* Collection entries:
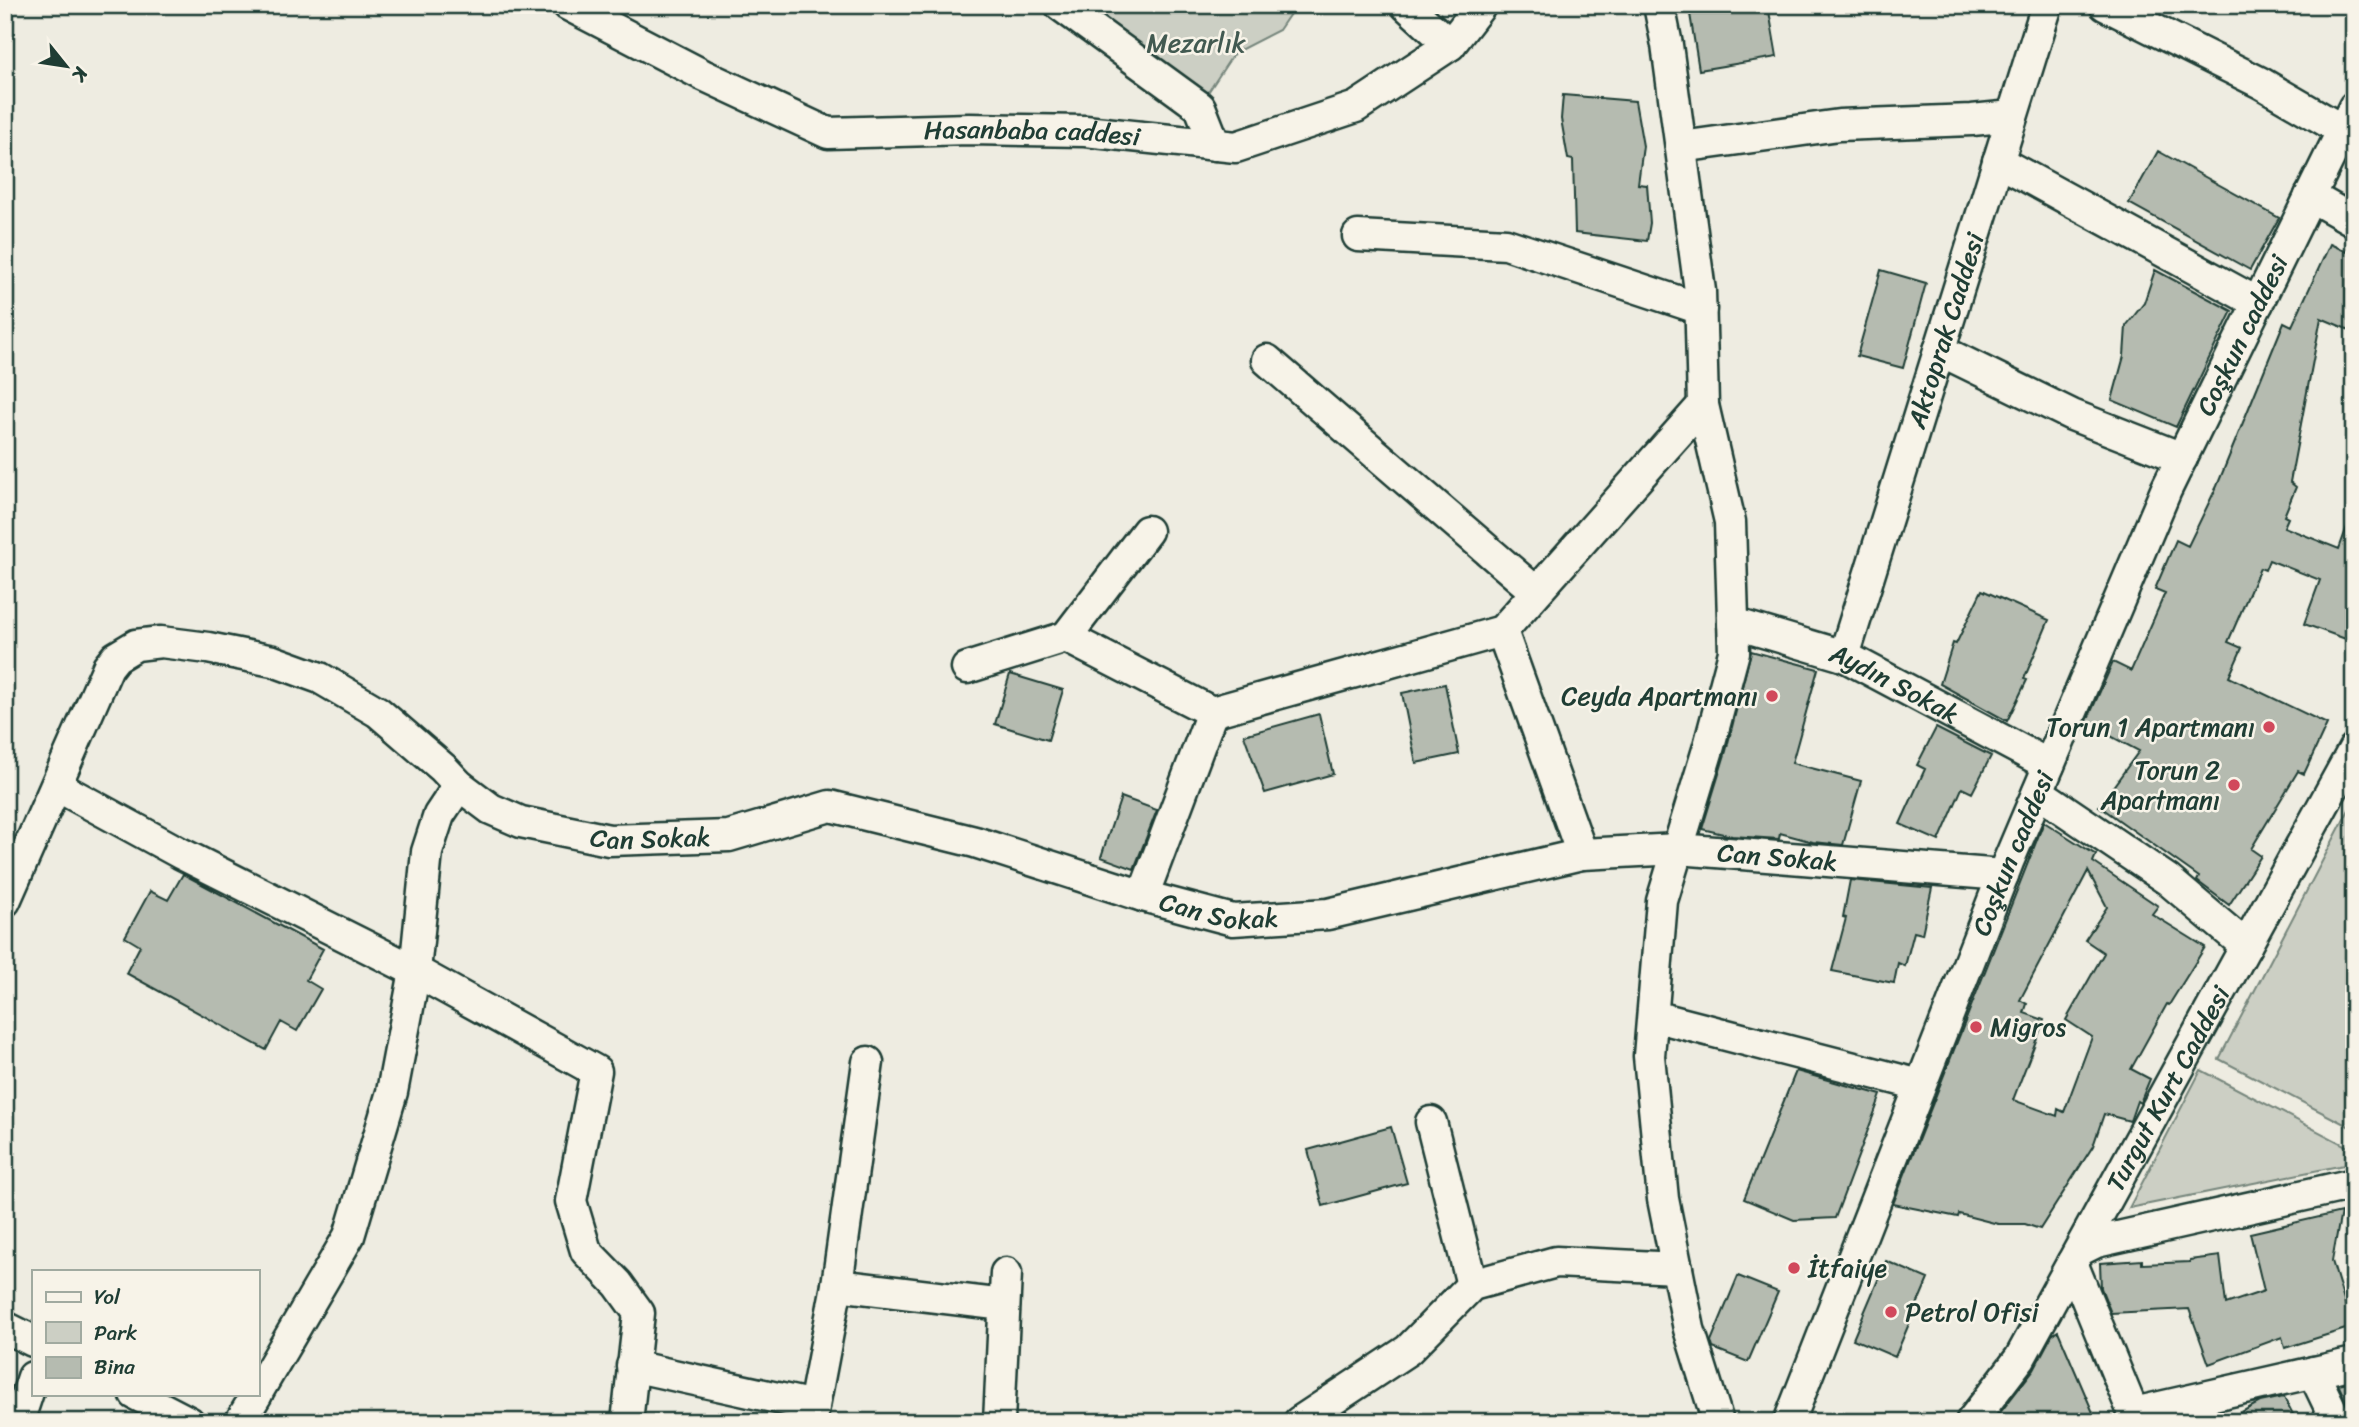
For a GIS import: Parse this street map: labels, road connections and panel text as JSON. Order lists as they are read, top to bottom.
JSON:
{
  "streets": {
    "street": [
      "Hasanbaba caddesi",
      "Aktoprak Caddesi",
      "Coşkun caddesi",
      "Aydın Sokak",
      "Can Sokak",
      "Turgut Kurt Caddesi"
    ]
  },
  "crossings": [
    ["Aktoprak Caddesi", "Aydın Sokak"],
    ["Coşkun caddesi", "Aydın Sokak"],
    ["Coşkun caddesi", "Can Sokak"]
  ],
  "parks": ["Mezarlık"],
  "places": [
    "Ceyda Apartmanı",
    "Torun 1 Apartmanı",
    "Torun 2 Apartmanı",
    "Migros",
    "İtfaiye",
    "Petrol Ofisi"
  ],
  "legend": ["Yol", "Park", "Bina"],
  "north": "bottom right"
}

* TASK INSTRUCTIONS: Leave every picture out. Retype the remaining data exactly.

* WRITTEN SOLUTION:
For a GIS import: Parse this street map: labels, road connections and panel text as JSON. Order lists as they are read, top to bottom.
JSON:
{
  "streets": {
    "street": [
      "Hasanbaba caddesi",
      "Aktoprak Caddesi",
      "Coşkun caddesi",
      "Aydın Sokak",
      "Can Sokak",
      "Turgut Kurt Caddesi"
    ]
  },
  "crossings": [
    ["Aktoprak Caddesi", "Aydın Sokak"],
    ["Coşkun caddesi", "Aydın Sokak"],
    ["Coşkun caddesi", "Can Sokak"]
  ],
  "parks": ["Mezarlık"],
  "places": [
    "Ceyda Apartmanı",
    "Torun 1 Apartmanı",
    "Torun 2 Apartmanı",
    "Migros",
    "İtfaiye",
    "Petrol Ofisi"
  ],
  "legend": ["Yol", "Park", "Bina"],
  "north": "bottom right"
}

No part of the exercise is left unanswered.